Since the copy must match the original, write out each record word for word, skipping only the pictures.
Input data below:
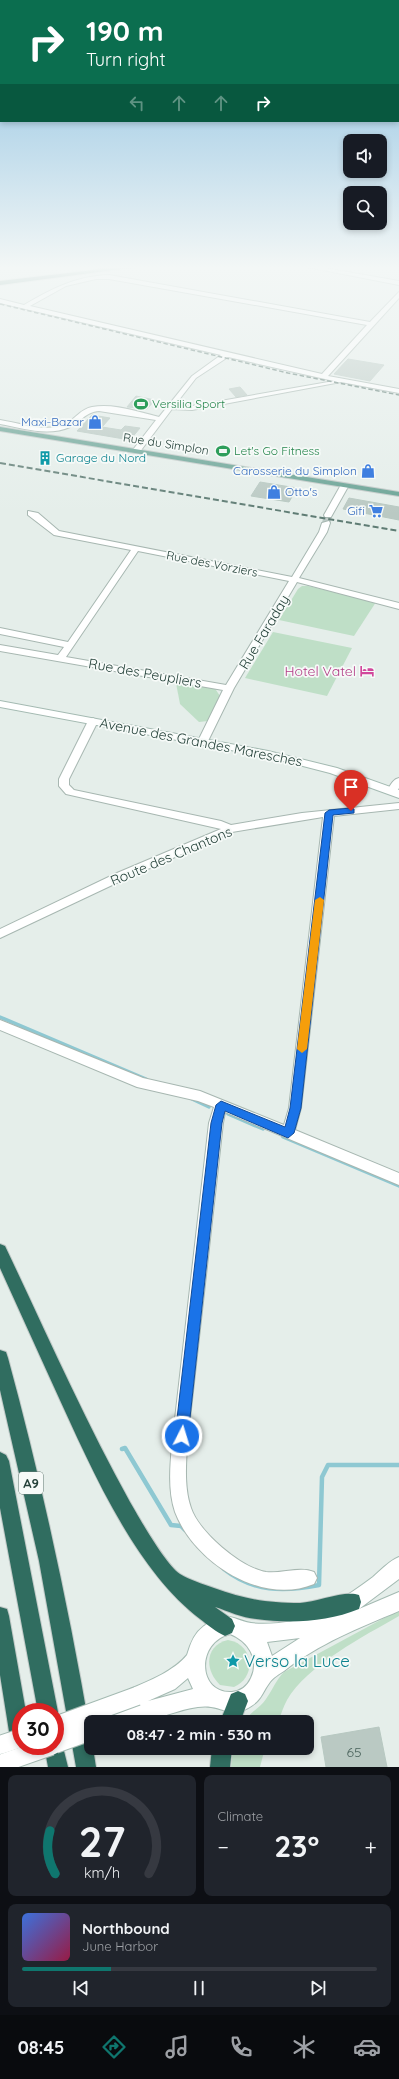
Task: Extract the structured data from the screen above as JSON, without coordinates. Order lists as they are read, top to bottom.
{
  "streets": {
    "highway": ["A9"],
    "main road": ["Rue du Simplon", "Avenue des Grandes Maresches"],
    "street": [
      "Rue des Vorziers",
      "Rue Faraday",
      "Rue des Peupliers",
      "Route des Chantons"
    ]
  },
  "crossings": [
    ["Rue des Vorziers", "Rue Faraday"],
    ["Rue Faraday", "Rue des Peupliers"],
    ["Rue Faraday", "Avenue des Grandes Maresches"]
  ],
  "places": {
    "sports": ["Versilia Sport", "Let's Go Fitness"],
    "shop": ["Maxi-Bazar", "Carosserie du Simplon", "Otto's"],
    "building": ["Garage du Nord"],
    "supermarket": ["Gifi"],
    "hotel": ["Hotel Vatel"],
    "place": ["Verso la Luce"]
  },
  "house_numbers": ["65"],
  "page": {
    "turn": ["190 m", "Turn right"],
    "limit": "30",
    "trip": "08:47 · 2 min · 530 m",
    "tile": "Climate",
    "heat": ["−", "23°", "+"],
    "song": ["Northbound", "June Harbor"],
    "tabs": "08:45",
    "gauge": ["27", "km/h"]
  }
}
End of Input data.
◆ **Reply to the task**
Task: Extract the structured data from the screen above as JSON, without coordinates. Order lists as they are read, top to bottom.
{
  "streets": {
    "highway": ["A9"],
    "main road": ["Rue du Simplon", "Avenue des Grandes Maresches"],
    "street": [
      "Rue des Vorziers",
      "Rue Faraday",
      "Rue des Peupliers",
      "Route des Chantons"
    ]
  },
  "crossings": [
    ["Rue des Vorziers", "Rue Faraday"],
    ["Rue Faraday", "Rue des Peupliers"],
    ["Rue Faraday", "Avenue des Grandes Maresches"]
  ],
  "places": {
    "sports": ["Versilia Sport", "Let's Go Fitness"],
    "shop": ["Maxi-Bazar", "Carosserie du Simplon", "Otto's"],
    "building": ["Garage du Nord"],
    "supermarket": ["Gifi"],
    "hotel": ["Hotel Vatel"],
    "place": ["Verso la Luce"]
  },
  "house_numbers": ["65"],
  "page": {
    "turn": ["190 m", "Turn right"],
    "limit": "30",
    "trip": "08:47 · 2 min · 530 m",
    "tile": "Climate",
    "heat": ["−", "23°", "+"],
    "song": ["Northbound", "June Harbor"],
    "tabs": "08:45",
    "gauge": ["27", "km/h"]
  }
}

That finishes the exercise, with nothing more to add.